[Dataset records — start]

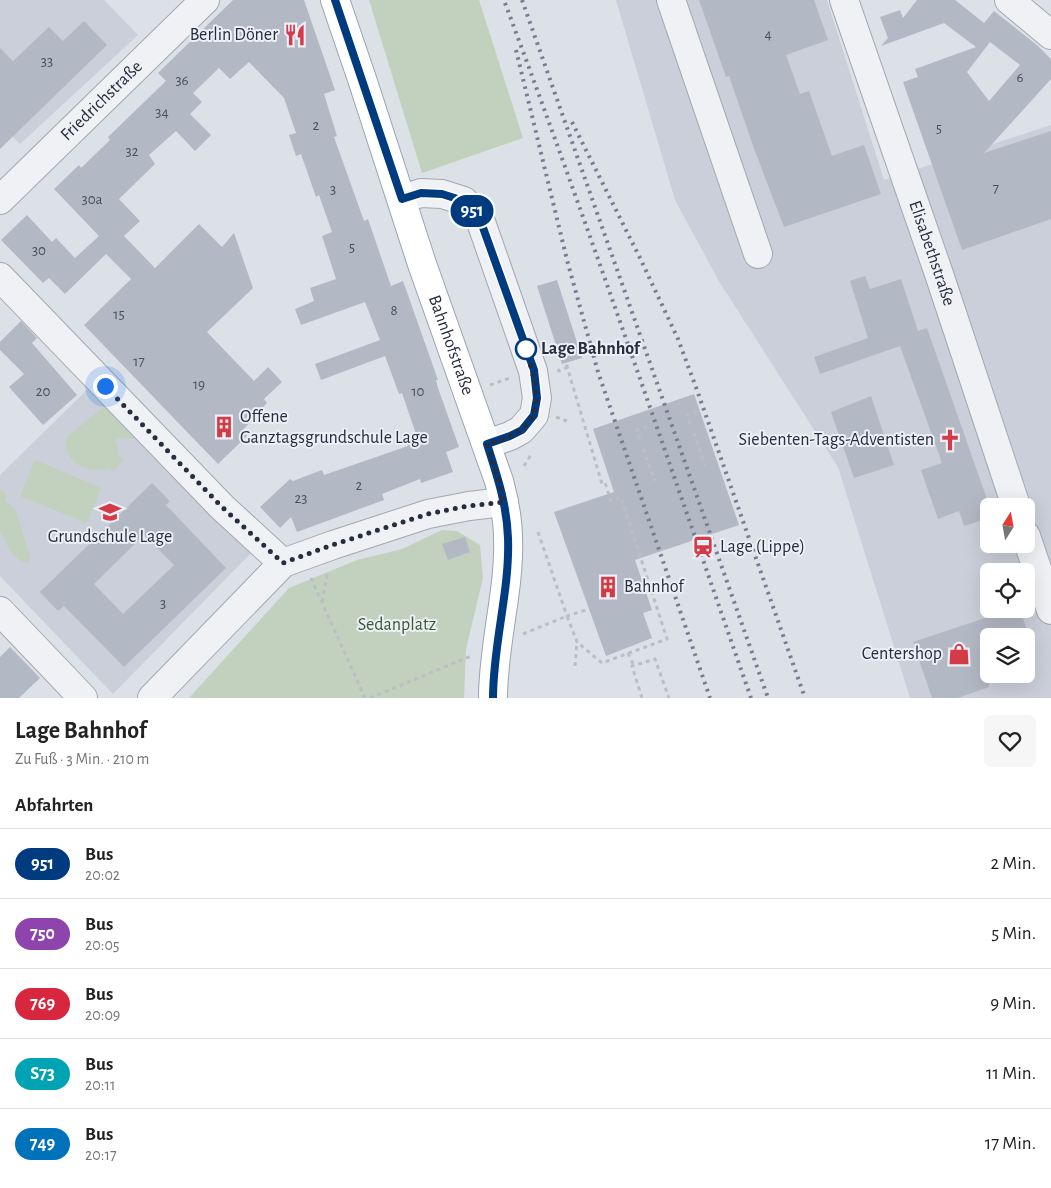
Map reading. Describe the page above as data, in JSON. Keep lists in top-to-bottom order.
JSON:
{
  "streets": {
    "main road": ["Bahnhofstraße"],
    "street": ["Friedrichstraße", "Elisabethstraße"]
  },
  "parks": ["Sedanplatz"],
  "places": {
    "restaurant": ["Berlin Döner"],
    "other": ["Lage Bahnhof"],
    "building": ["Offene Ganztagsgrundschule Lage", "Bahnhof"],
    "church": ["Siebenten-Tags-Adventisten"],
    "school or university": ["Grundschule Lage"],
    "station": ["Lage (Lippe)"],
    "shop": ["Centershop"]
  },
  "lines": ["bus line 951"],
  "house_numbers": [
    "4",
    "33",
    "6",
    "36",
    "34",
    "2",
    "5",
    "32",
    "7",
    "3",
    "30a",
    "5",
    "30",
    "8",
    "15",
    "17",
    "19",
    "20",
    "10",
    "2",
    "23",
    "3"
  ],
  "north": "top",
  "page": {
    "on_map": "951",
    "heading": [
      ["Lage Bahnhof", "Zu Fuß · 3 Min. · 210 m"],
      "Abfahrten"
    ],
    "list": [
      {
        "mark": "951",
        "name": "Bus",
        "note": "20:02",
        "value": "2 Min."
      },
      {
        "mark": "750",
        "name": "Bus",
        "note": "20:05",
        "value": "5 Min."
      },
      {
        "mark": "769",
        "name": "Bus",
        "note": "20:09",
        "value": "9 Min."
      },
      {
        "mark": "S73",
        "name": "Bus",
        "note": "20:11",
        "value": "11 Min."
      },
      {
        "mark": "749",
        "name": "Bus",
        "note": "20:17",
        "value": "17 Min."
      }
    ]
  }
}
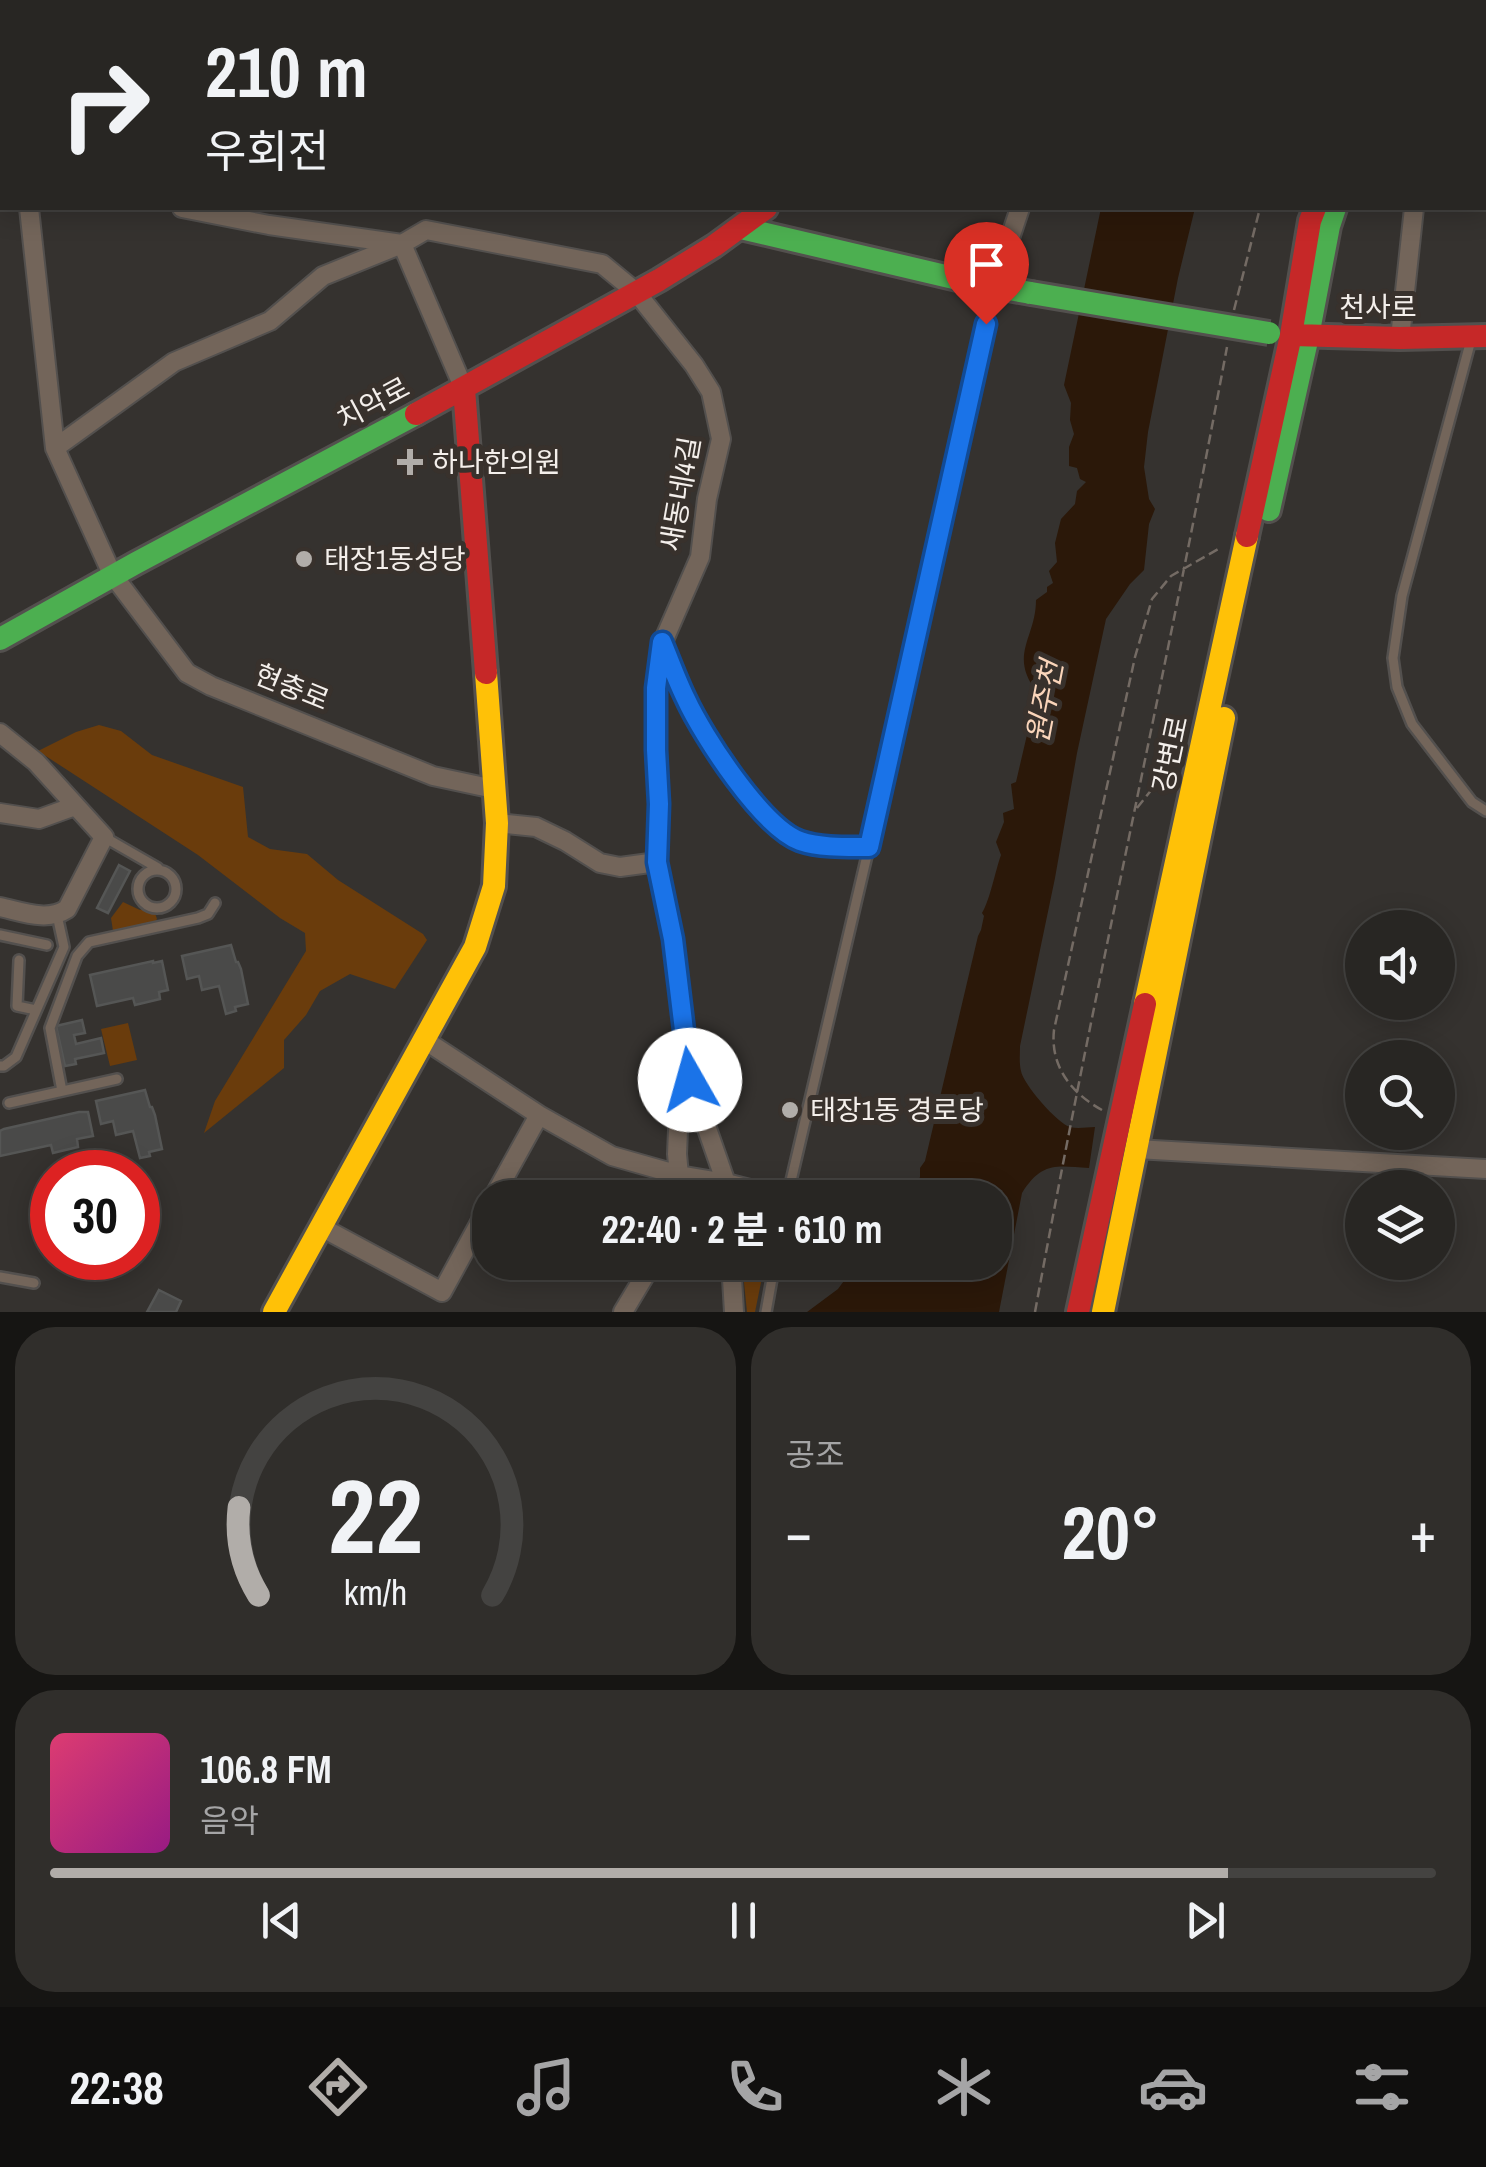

[Dataset records — finish]

» **Exercise aim**:
List, from the entries above, every line in which the word "JSON" shows up.

» **Task solution**:
Map reading. Describe the page above as data, in JSON. Keep lists in top-to-bottom order.
JSON:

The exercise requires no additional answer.